The parts of the undertaking in which they are working.
The type work they are carrying out.
It should be remembered that `redundancy’ includes a reorganisation involving changing terms and conditions if dismissals will result because they are a dismissal "not related to the individual concerned or for a number of reasons all of which are not so related".
Whilst this is the information to be provided there is a difference in the matters that must be covered by the consultation. It is not necessary for the employer to provide all of the statutory information at the outset of consultation. Case law indicates that consultation can be deemed to have commenced as long as the employer has provided sufficient information to enable meaningful consultation to take place A good example is where the employer’s consultation time frame easily satisfies the relevant minimum period but at the outset it is not ready to give details about proposed selection criteria (see MSF v GEC Ferranti (Defence Systems) Ltd (No.2)  IRLR 113 approved in Akavan Erityisalojen Keskuslitto AEK ry and others v Fujitsu Siemens Computers Oy C-44/08).
The case of UK Coal v. NUM held that the employer was obliged to consult about the business reasons for the proposed redundancies as part of the obligation to consult over ways in which the redundancies can be avoided .
In United States of America v Nolan  IRLR 40, a case concerning the closure of a US airforce base the United States argued that the UK Coal Mining case was wrongly decided and that the Fujistu case held that consultation about a strategic business or operational decision that will lead to redundancies is not required by the Directive and therefore domestic legislation should go no further.
The Court of Appeal found that such an interpretation was far from clear. the matter was referred to the ECJ. The Advocate General took the view that it was for the national court to determine and appeared to disagree with the USA (in a footnote!) but the ECJ held that it had no jurisdiction. The matter will return to the Court of Appeal with no one the wiser.
There is no specific obligation to commence consultation at a particular point in the employer's decision-making process. The legislation works backwards from the date on which the first of the dismissals occurs and examines whether consultation began sufficiently far in advance of that date.

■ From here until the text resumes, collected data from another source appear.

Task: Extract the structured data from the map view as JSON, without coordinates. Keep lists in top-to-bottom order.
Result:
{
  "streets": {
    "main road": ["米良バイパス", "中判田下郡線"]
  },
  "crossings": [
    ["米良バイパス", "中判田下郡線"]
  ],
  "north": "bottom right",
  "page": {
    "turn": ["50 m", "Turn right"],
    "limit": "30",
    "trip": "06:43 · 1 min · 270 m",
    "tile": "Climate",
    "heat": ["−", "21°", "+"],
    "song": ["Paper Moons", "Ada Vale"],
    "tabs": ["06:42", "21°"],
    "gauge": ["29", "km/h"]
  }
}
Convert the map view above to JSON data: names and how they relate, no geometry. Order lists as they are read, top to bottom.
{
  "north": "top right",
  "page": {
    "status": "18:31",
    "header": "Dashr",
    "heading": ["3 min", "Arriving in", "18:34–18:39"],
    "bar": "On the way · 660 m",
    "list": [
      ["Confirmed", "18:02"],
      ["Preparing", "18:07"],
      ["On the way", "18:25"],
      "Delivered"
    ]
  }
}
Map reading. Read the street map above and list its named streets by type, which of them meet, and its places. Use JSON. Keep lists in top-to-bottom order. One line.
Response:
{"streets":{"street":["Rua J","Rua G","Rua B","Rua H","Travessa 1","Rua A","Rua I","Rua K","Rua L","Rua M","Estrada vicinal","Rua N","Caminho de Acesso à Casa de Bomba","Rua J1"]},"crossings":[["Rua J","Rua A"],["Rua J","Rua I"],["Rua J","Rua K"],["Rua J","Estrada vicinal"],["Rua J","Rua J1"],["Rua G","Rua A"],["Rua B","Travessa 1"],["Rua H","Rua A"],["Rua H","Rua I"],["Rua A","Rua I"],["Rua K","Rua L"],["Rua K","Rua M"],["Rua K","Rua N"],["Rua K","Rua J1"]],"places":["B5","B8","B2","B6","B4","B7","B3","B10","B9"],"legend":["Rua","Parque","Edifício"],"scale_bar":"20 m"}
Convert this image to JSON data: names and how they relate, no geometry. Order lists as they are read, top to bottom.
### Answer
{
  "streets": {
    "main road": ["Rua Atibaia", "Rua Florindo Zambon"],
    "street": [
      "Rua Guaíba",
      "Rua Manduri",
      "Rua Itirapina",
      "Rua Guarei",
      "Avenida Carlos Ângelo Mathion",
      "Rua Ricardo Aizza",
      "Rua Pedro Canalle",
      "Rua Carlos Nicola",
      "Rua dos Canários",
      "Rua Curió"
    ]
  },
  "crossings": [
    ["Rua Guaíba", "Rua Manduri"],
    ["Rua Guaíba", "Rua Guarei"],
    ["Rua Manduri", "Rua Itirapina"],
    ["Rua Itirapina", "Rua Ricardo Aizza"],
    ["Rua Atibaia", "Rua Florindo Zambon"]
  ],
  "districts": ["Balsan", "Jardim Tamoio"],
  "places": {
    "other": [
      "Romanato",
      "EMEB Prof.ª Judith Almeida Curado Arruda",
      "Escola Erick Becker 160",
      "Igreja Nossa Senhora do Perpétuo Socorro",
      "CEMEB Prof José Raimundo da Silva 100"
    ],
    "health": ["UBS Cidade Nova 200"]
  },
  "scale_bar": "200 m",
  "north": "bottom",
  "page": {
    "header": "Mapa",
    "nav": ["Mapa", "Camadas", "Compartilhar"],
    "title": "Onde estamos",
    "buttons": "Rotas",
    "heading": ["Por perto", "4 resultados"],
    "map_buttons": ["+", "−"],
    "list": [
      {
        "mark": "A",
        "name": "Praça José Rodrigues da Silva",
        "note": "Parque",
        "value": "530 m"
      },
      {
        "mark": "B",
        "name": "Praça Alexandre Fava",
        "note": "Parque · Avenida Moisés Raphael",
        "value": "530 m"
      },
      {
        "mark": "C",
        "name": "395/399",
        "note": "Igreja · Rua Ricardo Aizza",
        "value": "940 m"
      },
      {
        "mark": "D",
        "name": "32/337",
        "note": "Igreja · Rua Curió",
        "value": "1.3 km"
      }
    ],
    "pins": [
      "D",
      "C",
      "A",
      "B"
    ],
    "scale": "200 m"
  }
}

The phrase used is "in good time" but in addition specific minimum periods must elapse between the start of consultation and the date of the first dismissal, depending on the numbers of dismissals proposed.
The focus is on the employer’s state of mind or how well formed their views are. In domestic legislation this is when the employer first "proposed" dismissals. In the case of the Directive, the obligation applies as soon as collective redundancies are "contemplated". There has been a significant amount of case law generated over this and it is clear that that "contemplates" refers to an earlier stage in the decision-making process than "proposes".
The Directive and TULRCA were amended (in 1992 and 1993 respectively) to require consultation to commence "in good time". TULRCA goes further in setting out a minimum period between the start of consultation and the first dismissal. This means that the focus is now on whether the period allowed for consultation is adequate, measuring backwards from the proposed date of dismissal, rather than whether it started at a particular stage in the decision-making process. What remains is that the consultation must always be started before any final decisions on redundancies have been made, otherwise the consultation will have been undertaken "with a view to reaching agreement" over ways of avoiding the redundancies.
The time limits referred to above are as follows:
Where the employer is proposing to dismiss 100 or more employees within a 90-day period, consultation must begin at least 45 days before the first dismissal takes effect (this reduced from 90 days on 6 April 2013).
Where the employer is proposing to dismiss between 20 and 99 employees in a 90-day period, consultation must begin at least 30 days before the first dismissal takes effect.
The EAT held in MSF v Refuge Assurance  IRLR 324 that the obligation to consult in good time under the Directive requires the employer to form a view on:
The likely date of collective redundancy, assuming that adequate negotiations took no more time than could be reasonably expected and that negotiations took place with willingness and good faith on both sides towards reaching an agreement.
How long it could reasonably be expected to take to negotiate an agreement covering at least the required subjects.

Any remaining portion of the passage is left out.